Reproduce the top of the data verbatim, through and including the line that contains "filter:drop-shadow(1px 0 #2b2b2b)".

##### Records supplied #####

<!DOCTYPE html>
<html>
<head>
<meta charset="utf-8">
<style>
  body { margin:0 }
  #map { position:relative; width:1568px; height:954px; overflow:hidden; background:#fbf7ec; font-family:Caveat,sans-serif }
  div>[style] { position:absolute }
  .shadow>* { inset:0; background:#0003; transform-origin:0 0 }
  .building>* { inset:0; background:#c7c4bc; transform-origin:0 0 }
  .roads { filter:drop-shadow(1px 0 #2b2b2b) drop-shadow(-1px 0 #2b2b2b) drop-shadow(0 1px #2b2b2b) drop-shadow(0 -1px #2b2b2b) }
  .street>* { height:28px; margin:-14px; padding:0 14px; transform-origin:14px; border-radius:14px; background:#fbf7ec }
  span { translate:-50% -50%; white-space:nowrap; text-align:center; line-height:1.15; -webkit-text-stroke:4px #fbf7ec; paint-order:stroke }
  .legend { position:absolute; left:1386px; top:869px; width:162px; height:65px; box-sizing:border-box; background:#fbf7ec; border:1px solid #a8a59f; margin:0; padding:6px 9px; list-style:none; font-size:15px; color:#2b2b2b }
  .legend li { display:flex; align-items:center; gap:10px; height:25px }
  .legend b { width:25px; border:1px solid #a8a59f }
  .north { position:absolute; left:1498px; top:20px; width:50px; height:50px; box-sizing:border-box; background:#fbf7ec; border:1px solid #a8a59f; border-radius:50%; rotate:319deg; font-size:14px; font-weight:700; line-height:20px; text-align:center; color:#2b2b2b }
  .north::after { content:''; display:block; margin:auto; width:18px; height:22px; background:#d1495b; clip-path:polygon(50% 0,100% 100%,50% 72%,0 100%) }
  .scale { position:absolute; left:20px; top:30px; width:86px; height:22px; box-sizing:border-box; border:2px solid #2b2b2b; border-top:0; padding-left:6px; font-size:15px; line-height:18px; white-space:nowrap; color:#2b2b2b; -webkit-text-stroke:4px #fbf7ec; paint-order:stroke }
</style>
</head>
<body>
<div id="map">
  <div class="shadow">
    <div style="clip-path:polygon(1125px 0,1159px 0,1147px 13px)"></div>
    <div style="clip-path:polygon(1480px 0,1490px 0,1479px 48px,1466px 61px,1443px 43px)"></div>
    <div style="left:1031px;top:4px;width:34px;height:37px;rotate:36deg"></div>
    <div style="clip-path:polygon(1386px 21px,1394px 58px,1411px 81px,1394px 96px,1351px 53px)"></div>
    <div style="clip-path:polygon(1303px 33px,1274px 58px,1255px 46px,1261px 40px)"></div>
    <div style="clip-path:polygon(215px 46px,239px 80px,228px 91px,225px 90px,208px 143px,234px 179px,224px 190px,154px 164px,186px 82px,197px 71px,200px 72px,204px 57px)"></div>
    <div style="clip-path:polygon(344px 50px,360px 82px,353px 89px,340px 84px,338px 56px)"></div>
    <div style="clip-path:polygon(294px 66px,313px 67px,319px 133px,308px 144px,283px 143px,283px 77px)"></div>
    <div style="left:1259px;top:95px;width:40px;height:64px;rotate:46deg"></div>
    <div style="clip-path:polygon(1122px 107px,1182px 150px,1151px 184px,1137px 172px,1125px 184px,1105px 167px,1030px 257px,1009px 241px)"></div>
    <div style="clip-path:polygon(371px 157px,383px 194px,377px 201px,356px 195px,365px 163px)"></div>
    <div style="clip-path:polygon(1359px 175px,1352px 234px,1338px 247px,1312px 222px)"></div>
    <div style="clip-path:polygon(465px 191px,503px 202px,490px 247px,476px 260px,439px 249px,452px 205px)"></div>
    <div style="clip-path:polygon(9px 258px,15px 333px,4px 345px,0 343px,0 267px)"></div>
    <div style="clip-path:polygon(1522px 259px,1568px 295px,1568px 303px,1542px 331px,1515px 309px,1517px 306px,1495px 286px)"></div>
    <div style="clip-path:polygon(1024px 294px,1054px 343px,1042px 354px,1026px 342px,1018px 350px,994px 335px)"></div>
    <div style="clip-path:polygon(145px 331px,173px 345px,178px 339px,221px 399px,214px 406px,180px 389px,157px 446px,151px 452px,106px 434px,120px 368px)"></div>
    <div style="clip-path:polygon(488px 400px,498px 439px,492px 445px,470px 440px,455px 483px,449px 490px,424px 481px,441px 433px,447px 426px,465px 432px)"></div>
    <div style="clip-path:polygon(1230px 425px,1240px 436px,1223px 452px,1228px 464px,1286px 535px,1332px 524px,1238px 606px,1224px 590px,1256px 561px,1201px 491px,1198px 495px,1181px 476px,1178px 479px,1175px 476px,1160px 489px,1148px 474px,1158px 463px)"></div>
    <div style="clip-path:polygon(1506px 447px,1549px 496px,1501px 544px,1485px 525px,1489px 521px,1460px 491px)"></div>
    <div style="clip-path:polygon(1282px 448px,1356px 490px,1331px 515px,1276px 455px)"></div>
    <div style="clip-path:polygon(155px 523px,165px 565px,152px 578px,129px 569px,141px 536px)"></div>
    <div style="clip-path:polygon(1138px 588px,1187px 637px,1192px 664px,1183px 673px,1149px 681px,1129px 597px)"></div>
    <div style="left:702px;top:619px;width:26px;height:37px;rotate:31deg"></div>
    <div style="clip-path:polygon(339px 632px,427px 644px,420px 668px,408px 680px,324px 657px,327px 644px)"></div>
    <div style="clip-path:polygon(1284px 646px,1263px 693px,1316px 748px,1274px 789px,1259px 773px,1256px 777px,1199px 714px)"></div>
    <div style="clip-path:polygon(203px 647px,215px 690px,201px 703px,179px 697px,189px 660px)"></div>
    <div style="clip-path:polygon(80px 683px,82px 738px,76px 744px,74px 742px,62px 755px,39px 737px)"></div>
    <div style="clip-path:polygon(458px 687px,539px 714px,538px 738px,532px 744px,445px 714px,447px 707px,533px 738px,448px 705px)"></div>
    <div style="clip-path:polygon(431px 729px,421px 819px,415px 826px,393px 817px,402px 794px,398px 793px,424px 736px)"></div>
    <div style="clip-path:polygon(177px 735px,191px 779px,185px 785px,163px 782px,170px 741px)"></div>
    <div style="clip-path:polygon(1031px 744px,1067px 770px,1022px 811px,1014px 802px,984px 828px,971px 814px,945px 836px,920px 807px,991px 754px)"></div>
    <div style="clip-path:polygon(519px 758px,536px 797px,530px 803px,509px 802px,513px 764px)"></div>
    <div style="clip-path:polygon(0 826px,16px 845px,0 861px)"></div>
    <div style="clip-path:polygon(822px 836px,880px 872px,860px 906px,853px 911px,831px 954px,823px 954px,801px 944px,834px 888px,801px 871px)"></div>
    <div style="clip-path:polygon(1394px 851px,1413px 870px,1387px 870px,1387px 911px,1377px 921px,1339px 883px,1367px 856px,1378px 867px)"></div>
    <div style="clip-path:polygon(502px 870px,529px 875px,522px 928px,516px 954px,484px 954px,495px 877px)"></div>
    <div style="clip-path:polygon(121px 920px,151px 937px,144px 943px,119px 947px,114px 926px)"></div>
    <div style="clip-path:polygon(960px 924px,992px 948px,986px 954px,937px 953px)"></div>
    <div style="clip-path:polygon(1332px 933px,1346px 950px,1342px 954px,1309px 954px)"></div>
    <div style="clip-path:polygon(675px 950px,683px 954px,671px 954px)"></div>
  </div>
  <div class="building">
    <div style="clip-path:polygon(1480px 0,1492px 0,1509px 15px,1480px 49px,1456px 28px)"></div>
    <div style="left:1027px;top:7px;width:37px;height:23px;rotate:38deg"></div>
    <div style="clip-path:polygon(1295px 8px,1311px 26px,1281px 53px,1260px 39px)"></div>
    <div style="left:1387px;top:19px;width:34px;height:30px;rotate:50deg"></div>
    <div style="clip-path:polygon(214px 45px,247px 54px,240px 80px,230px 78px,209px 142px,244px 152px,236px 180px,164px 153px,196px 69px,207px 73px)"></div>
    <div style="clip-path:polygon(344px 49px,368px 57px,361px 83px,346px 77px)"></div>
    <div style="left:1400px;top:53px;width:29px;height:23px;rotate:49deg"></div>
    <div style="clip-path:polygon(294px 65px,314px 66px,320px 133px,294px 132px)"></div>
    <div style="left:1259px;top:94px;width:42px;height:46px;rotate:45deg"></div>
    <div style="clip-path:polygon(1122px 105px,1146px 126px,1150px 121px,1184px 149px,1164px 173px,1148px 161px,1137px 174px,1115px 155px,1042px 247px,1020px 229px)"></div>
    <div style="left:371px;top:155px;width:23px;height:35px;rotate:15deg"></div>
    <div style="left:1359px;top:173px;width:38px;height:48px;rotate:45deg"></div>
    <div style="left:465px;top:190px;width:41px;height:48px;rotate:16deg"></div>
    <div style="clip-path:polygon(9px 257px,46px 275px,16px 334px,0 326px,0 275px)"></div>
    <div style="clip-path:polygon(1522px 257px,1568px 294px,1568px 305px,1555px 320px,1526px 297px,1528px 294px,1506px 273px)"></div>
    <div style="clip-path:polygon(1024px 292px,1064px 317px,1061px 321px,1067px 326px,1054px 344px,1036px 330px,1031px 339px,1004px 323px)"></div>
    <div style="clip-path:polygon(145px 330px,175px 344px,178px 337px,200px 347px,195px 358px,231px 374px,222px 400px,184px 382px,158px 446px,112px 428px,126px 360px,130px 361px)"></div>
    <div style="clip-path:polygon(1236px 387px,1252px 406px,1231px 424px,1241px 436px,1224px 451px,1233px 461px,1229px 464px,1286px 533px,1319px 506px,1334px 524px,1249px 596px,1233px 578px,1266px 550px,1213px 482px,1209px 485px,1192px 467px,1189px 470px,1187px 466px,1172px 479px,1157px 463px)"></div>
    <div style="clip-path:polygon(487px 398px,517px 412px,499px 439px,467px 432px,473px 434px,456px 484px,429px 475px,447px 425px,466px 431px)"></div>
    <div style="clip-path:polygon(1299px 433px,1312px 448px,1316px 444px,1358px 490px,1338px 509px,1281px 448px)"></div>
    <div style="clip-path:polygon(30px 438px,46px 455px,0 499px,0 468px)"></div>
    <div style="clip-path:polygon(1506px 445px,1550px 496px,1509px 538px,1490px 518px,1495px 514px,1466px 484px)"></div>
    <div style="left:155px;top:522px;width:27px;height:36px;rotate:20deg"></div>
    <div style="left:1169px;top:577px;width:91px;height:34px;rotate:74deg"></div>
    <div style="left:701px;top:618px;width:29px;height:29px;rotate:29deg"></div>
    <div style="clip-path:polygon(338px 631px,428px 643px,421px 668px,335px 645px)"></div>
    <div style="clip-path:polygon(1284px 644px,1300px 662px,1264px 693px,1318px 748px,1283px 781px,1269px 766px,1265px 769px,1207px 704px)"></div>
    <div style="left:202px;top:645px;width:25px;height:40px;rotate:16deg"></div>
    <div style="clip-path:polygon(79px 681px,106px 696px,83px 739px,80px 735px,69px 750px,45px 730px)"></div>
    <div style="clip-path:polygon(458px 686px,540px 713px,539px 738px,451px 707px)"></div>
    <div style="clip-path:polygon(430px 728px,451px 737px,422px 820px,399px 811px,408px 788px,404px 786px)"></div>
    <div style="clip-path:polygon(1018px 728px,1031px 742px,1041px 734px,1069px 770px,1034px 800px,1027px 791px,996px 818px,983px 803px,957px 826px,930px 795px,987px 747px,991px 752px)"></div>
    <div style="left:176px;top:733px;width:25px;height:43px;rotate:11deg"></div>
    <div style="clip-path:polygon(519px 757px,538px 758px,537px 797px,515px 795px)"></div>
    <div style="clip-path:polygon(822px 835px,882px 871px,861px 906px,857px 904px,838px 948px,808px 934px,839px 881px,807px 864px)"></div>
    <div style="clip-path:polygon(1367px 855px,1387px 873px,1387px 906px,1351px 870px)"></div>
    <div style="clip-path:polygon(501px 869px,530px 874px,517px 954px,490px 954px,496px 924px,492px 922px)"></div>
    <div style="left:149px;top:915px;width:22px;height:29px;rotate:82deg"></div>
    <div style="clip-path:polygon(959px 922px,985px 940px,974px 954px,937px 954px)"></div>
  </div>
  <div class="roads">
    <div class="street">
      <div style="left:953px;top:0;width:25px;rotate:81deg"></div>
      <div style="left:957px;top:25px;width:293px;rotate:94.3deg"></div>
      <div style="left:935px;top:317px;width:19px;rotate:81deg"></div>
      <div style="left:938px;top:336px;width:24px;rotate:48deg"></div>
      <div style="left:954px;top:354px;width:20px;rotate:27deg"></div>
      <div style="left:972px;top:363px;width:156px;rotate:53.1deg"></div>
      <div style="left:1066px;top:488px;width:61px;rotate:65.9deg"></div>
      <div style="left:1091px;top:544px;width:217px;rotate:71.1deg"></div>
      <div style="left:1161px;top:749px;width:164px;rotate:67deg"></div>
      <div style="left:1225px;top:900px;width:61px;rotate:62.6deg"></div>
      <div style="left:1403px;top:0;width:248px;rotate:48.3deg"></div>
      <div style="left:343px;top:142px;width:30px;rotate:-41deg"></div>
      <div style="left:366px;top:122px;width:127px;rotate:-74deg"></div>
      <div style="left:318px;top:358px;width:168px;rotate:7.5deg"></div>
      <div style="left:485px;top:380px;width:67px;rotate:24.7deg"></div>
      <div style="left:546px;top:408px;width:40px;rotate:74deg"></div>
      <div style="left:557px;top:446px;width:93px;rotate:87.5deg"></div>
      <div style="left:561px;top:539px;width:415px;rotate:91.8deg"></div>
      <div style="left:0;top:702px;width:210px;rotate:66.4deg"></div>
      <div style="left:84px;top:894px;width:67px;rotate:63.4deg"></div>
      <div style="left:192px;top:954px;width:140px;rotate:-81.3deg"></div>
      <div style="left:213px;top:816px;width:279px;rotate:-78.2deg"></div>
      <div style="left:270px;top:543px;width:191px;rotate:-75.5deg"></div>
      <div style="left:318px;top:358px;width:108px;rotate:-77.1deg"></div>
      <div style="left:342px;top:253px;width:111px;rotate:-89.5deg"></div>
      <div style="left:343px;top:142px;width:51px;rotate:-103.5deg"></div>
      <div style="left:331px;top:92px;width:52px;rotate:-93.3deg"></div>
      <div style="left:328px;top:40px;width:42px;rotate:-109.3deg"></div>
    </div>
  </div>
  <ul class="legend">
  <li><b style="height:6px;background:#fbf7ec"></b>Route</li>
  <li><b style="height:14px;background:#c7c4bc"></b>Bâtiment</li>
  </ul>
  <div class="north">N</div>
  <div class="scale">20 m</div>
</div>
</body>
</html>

#####

--- Expected answer ---
<!DOCTYPE html>
<html>
<head>
<meta charset="utf-8">
<style>
  body { margin:0 }
  #map { position:relative; width:1568px; height:954px; overflow:hidden; background:#fbf7ec; font-family:Caveat,sans-serif }
  div>[style] { position:absolute }
  .shadow>* { inset:0; background:#0003; transform-origin:0 0 }
  .building>* { inset:0; background:#c7c4bc; transform-origin:0 0 }
  .roads { filter:drop-shadow(1px 0 #2b2b2b) drop-shadow(-1px 0 #2b2b2b) drop-shadow(0 1px #2b2b2b) drop-shadow(0 -1px #2b2b2b) }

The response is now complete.